The Portrait-Understanding Portrait Photography – Book Review

The Portrait-Understanding Portrait Photography
By Glenn Rand and Tim Meyer

Rocky Nook Publishers
US $34.95, CAN $41.95
ISBN: 978-1-933952-46-8
187 pages

This stellar collaboration between Glenn Rand, educator and Program Director for Graduate Programs at Brooks Institute, and Tim Meyer, Portrait Division Chair at Brooks Institute, is a blessing for all photographers interested in portraiture. More specifically, it shows us what makes a portrait great. The Portrait – Understanding Portrait Photography is a “definitive resource for professionals, as well as students and avid amateurs.”

Glenn Rand and Tim Meyer have kept this diminutive tome on task. Instead of a book listing all the technical devices available to photographers, what these devices do, how to use them, and all the accompanying technobabble that goes with it, they have stayed the course of practicality. Granted, there are many types of lights, flashes, and meters available to help photographers create their desired image. But without a grounded knowledge showing us what works and what doesn’t the devices are almost useless. There are enough references and explanations in this book about light meters, umbrellas, soft boxes, and the like to keep even the most avid technoid happy. But the soul of this book is in the practical and real-world application of what kinds of light do what, and why, and how. The many photo examples in this book will brilliantly illustrate each lesson as the authors take us through the subject matter.

From the dawning of man’s endeavor to reproduce himself in art, portraiture has been a large part of his attempt to define himself and others. Some of the world’s greatest artists including Leonardo da Vinci, and Rembrandt von Rijn, are used by Glenn Rand and Tim Meyer as examples of classic portrait artists and the techniques they used.

Our authors put photographic portraiture contextually within the rest of art-world portraits by giving us a comprehensive glimpse of how portraits came to be. In the early days of photography experimentation was nurtured with the knowledge of how the great master painters and even sculptors produced portraits. Instead of brushes, paints, and canvas, photographers had silver amalgams, salt and silver paper, shutters, and irises to do their bidding. Though the media used in painting and sculpture is quite different from that of photography the rules and successes of the past held true then, as they do today.

When photography began to offer affordable access to the masses in the second half of the 19th century some artists claimed that photography would be the death of painting. After all, instead of the model sitting for days or even weeks in order to give the artist time to create the likeness, with photography an accurate likeness of the model would take only a few minutes by comparison.

We all know now that the “death of painting” prediction was totally untrue. Painting and photography may be two totally different mediums, but now, with the tools of photography, a person didn’t have to have a ton of artistic talent to create an image. They only needed some basic equipment, and some fundamental knowledge of the chemical activity that causes the prints to appear to make a picture more perfect than most artists could paint. It is easy to see why some artists were reluctant to accept photography as an art form.

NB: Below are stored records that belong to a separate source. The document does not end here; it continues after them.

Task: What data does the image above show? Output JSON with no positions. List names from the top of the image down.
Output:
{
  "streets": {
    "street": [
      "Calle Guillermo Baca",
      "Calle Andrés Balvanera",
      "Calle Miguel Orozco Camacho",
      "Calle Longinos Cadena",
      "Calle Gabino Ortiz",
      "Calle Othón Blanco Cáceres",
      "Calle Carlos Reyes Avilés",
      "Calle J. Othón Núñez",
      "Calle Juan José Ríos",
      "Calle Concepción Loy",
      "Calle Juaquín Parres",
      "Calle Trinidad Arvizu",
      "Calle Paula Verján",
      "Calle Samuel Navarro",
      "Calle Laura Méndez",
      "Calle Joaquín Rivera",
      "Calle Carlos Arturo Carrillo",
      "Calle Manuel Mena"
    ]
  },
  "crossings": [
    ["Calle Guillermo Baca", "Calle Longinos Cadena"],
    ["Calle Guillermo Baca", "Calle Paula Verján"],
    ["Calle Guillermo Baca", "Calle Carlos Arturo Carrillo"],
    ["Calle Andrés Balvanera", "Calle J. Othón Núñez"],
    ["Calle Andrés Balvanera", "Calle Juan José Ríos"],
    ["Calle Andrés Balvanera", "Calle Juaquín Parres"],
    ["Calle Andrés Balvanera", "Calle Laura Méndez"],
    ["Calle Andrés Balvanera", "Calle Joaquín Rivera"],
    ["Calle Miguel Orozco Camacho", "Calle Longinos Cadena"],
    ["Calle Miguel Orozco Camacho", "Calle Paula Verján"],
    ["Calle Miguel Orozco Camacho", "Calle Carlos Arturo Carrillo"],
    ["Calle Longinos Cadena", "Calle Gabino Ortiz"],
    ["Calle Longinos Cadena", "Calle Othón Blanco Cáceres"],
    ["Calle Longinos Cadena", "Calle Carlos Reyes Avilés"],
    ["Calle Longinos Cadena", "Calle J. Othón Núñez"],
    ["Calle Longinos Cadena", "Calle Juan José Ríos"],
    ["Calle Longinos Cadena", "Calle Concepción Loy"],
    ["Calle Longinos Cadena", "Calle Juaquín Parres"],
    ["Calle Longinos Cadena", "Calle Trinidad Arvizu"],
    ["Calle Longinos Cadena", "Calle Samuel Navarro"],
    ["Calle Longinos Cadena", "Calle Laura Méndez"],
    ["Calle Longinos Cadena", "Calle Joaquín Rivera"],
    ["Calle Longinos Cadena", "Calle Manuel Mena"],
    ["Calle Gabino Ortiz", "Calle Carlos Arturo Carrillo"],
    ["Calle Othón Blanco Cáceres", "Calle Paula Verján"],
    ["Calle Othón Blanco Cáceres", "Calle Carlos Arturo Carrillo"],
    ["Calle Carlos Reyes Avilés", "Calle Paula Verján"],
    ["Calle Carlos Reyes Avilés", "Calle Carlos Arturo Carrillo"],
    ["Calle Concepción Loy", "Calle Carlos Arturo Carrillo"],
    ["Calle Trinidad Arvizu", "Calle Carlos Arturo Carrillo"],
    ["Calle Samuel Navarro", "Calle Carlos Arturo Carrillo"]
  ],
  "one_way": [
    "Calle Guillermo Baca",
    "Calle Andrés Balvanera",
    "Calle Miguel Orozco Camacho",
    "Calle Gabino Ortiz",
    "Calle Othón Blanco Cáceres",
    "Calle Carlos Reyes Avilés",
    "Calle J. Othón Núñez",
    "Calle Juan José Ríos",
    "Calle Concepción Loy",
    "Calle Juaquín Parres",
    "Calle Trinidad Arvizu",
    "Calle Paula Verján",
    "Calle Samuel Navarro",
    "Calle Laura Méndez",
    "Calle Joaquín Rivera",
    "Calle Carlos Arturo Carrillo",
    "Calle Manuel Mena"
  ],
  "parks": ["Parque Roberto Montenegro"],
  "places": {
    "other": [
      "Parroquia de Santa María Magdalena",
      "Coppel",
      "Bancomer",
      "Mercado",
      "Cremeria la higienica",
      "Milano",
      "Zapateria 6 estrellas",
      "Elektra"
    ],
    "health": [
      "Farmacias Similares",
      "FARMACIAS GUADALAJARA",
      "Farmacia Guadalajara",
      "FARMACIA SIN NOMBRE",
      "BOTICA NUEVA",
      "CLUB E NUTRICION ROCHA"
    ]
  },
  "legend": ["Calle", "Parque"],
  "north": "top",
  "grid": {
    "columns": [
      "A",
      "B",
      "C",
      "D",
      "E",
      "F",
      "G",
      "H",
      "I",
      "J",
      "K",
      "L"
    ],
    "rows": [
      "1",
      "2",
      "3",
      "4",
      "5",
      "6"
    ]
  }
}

But creating an image with a camera demanded its own form of creativity and artfulness. Photographers soon began using the same techniques that painters used in order to get the subject to look as they envisioned. The study of lighting techniques became essential, along with the creation of newer and better equipment, better chemicals, and through hard work, better photographers. Now, in our modern and highly technological present, digital photography demands new understanding and language. But the basics about lighting, form, and function remain true for the photographer as much as these techniques were true for the painter and sculptor centuries ago.

All of the parameters of portraiture are covered in The Portrait – Understanding Portrait Photography, including: face shape, light dynamics, light modification, exposure and metering, lighting ratios, lighting patterns, setups, backgrounds, and much more. The student of portraiture will learn all of the classic ways of lighting a face or whole person(s), creating portraits which express the subject, as well as the photographer’s vision, and rules, which, by the authors’ own admission, must be learned first in order to be broken. And yes, the authors advise that all of the rules written in this book are not there to keep photographers from deviating from them. On the contrary, it is the deviating from formal rules that creates new and exciting art. One has only to look at El Guernica by Pablo Picasso to understand this function.

After perusing the images and reading the lessons in The Portrait – Understanding Portrait Photography I cannot imagine a more readable and knowledgeable and fun way to learn about creating portraits through photography. Many of us photographers have already been doing some of the lessons the authors teach, quite by accident, but without the knowledge that goes along with it. Armed with this knowledge it is easy to see that just a few tweaks here and there from our normal session can greatly increase our ability to communicate, through photography, our vision of our subject. This book is a must-have for any photographer interested in creating compelling and artful portraits.